_Data records_

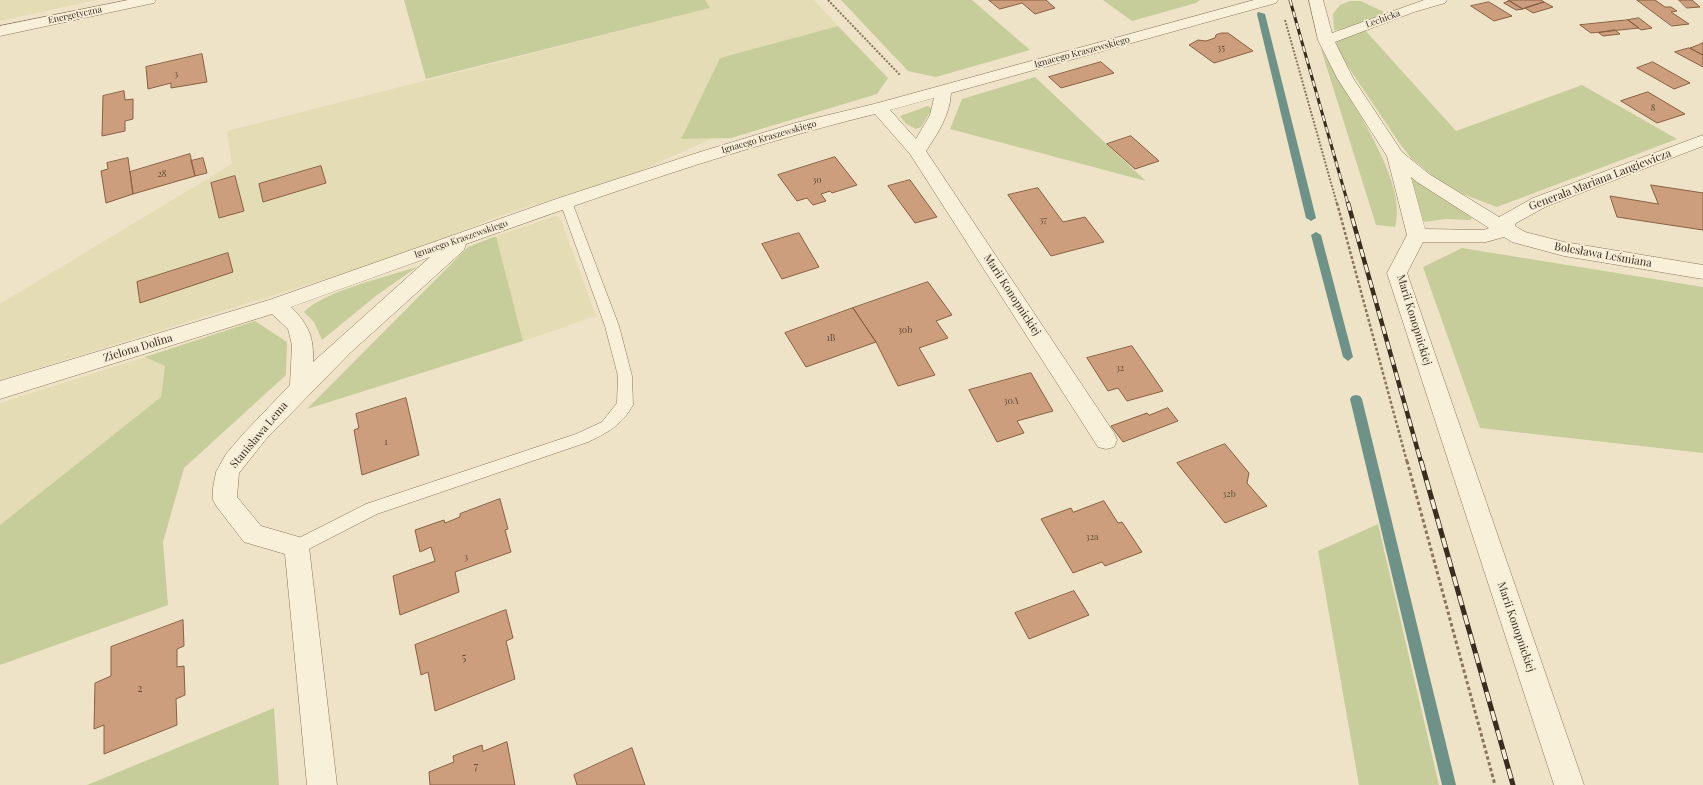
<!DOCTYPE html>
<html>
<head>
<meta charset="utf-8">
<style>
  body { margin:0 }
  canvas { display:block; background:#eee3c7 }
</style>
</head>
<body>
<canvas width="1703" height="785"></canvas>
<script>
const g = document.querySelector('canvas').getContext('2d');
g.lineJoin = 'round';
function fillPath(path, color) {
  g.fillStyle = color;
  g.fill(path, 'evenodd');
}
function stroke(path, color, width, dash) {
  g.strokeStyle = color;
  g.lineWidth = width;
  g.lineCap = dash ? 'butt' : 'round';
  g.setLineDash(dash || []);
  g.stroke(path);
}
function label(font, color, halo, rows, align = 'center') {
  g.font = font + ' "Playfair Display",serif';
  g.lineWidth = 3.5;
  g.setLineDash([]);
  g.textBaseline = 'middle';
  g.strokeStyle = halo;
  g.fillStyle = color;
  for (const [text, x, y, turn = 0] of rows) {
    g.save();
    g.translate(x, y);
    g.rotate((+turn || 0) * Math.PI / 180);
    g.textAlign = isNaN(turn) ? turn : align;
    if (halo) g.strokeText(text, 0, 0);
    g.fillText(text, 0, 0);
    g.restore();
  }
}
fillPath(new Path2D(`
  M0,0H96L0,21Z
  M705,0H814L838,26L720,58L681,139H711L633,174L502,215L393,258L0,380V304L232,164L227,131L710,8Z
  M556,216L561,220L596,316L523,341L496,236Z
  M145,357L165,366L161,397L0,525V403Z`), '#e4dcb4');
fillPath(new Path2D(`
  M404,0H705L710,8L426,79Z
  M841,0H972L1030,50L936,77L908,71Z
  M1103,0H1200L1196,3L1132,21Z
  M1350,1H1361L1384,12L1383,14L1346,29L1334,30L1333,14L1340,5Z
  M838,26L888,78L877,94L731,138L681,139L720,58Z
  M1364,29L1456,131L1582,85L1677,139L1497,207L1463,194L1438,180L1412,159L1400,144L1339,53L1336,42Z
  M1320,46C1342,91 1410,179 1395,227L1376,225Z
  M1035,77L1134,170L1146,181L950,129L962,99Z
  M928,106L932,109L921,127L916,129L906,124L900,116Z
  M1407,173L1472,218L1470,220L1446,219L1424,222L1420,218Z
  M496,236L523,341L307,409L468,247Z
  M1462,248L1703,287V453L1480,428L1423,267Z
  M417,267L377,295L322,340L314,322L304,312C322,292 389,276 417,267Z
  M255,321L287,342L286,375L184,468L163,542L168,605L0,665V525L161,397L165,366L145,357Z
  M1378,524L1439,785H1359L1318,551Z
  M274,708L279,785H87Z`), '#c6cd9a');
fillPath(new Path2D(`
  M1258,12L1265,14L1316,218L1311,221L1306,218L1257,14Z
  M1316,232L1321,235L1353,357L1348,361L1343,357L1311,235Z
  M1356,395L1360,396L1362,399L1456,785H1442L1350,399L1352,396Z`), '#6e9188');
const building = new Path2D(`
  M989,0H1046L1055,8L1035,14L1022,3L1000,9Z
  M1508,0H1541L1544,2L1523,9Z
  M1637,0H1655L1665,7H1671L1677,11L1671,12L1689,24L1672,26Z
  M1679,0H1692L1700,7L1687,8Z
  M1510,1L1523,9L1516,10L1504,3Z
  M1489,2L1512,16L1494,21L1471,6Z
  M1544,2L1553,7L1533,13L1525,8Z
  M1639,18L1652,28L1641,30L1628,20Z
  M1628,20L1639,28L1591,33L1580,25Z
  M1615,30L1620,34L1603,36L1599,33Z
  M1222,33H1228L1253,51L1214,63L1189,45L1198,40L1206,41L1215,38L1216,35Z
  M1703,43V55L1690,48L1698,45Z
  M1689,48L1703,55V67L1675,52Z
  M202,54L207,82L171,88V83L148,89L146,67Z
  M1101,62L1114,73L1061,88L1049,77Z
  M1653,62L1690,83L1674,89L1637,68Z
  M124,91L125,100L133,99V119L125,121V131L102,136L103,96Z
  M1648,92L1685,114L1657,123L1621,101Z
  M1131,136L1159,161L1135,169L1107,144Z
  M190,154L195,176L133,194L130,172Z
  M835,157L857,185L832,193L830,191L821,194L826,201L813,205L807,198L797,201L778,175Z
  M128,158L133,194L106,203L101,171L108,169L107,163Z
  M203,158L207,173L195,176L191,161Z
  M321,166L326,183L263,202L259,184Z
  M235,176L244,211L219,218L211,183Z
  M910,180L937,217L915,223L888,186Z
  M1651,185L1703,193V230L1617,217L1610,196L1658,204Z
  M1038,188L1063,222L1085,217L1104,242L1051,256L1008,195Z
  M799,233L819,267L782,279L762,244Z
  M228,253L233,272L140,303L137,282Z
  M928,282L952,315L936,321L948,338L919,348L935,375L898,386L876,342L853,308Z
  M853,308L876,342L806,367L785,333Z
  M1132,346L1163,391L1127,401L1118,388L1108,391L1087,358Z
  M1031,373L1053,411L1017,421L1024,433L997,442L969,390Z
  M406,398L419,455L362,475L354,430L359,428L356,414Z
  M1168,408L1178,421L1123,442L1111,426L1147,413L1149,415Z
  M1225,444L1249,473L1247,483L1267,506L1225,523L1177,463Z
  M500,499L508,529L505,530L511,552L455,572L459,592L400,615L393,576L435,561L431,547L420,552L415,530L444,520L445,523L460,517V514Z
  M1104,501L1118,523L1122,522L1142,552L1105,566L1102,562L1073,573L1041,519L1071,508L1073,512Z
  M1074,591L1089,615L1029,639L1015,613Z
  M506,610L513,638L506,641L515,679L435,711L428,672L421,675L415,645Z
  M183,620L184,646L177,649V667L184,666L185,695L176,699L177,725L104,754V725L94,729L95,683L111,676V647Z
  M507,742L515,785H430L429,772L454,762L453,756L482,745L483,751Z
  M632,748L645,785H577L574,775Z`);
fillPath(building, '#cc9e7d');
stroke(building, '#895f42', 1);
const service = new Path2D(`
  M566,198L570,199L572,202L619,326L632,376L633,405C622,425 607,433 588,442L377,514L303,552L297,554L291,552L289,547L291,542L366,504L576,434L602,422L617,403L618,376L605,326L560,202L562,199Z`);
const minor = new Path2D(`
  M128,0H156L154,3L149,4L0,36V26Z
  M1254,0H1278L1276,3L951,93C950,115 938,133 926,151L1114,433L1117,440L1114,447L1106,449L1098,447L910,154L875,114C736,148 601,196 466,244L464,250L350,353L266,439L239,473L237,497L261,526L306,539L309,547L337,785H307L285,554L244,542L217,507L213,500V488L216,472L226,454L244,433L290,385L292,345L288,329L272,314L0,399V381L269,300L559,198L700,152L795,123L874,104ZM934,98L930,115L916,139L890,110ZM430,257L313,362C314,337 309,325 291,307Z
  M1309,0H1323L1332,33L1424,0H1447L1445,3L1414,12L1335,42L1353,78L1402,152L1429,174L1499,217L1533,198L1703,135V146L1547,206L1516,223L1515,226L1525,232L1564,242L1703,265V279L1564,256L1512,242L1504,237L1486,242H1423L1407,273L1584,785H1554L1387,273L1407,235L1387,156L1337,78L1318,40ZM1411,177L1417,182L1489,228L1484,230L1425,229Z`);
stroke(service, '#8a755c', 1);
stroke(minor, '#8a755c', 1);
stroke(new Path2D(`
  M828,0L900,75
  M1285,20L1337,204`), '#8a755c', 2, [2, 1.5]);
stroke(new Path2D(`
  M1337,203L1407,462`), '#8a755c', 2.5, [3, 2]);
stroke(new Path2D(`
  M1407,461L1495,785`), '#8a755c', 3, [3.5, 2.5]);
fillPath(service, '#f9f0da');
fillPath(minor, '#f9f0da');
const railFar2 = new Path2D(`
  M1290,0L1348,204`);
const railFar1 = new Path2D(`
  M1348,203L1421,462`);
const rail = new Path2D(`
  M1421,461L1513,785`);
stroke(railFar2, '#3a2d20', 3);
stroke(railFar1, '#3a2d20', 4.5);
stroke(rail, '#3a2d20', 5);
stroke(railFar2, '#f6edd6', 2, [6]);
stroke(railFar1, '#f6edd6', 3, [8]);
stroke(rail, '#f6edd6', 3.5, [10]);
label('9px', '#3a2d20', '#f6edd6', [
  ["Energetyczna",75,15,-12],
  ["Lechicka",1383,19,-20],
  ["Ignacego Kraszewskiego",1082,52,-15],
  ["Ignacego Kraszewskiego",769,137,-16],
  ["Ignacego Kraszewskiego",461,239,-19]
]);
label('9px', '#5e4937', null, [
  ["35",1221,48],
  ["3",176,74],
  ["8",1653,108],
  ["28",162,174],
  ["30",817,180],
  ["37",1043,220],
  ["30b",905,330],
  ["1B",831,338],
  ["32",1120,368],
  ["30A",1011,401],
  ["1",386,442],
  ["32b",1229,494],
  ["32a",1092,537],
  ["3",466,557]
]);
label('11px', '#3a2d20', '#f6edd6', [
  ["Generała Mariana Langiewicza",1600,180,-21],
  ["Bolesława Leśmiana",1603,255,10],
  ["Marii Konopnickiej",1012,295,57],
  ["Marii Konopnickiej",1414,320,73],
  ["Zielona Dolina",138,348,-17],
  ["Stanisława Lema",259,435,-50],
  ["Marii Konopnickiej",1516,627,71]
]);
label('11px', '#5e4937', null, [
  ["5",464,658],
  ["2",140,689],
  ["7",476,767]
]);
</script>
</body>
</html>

_Your assignment_
Begin at the first line of the material and copy each line exactly through the one containing "g.lineJoin = 'round';". Omit pictures.

_Answer to the problem_
<!DOCTYPE html>
<html>
<head>
<meta charset="utf-8">
<style>
  body { margin:0 }
  canvas { display:block; background:#eee3c7 }
</style>
</head>
<body>
<canvas width="1703" height="785"></canvas>
<script>
const g = document.querySelector('canvas').getContext('2d');
g.lineJoin = 'round';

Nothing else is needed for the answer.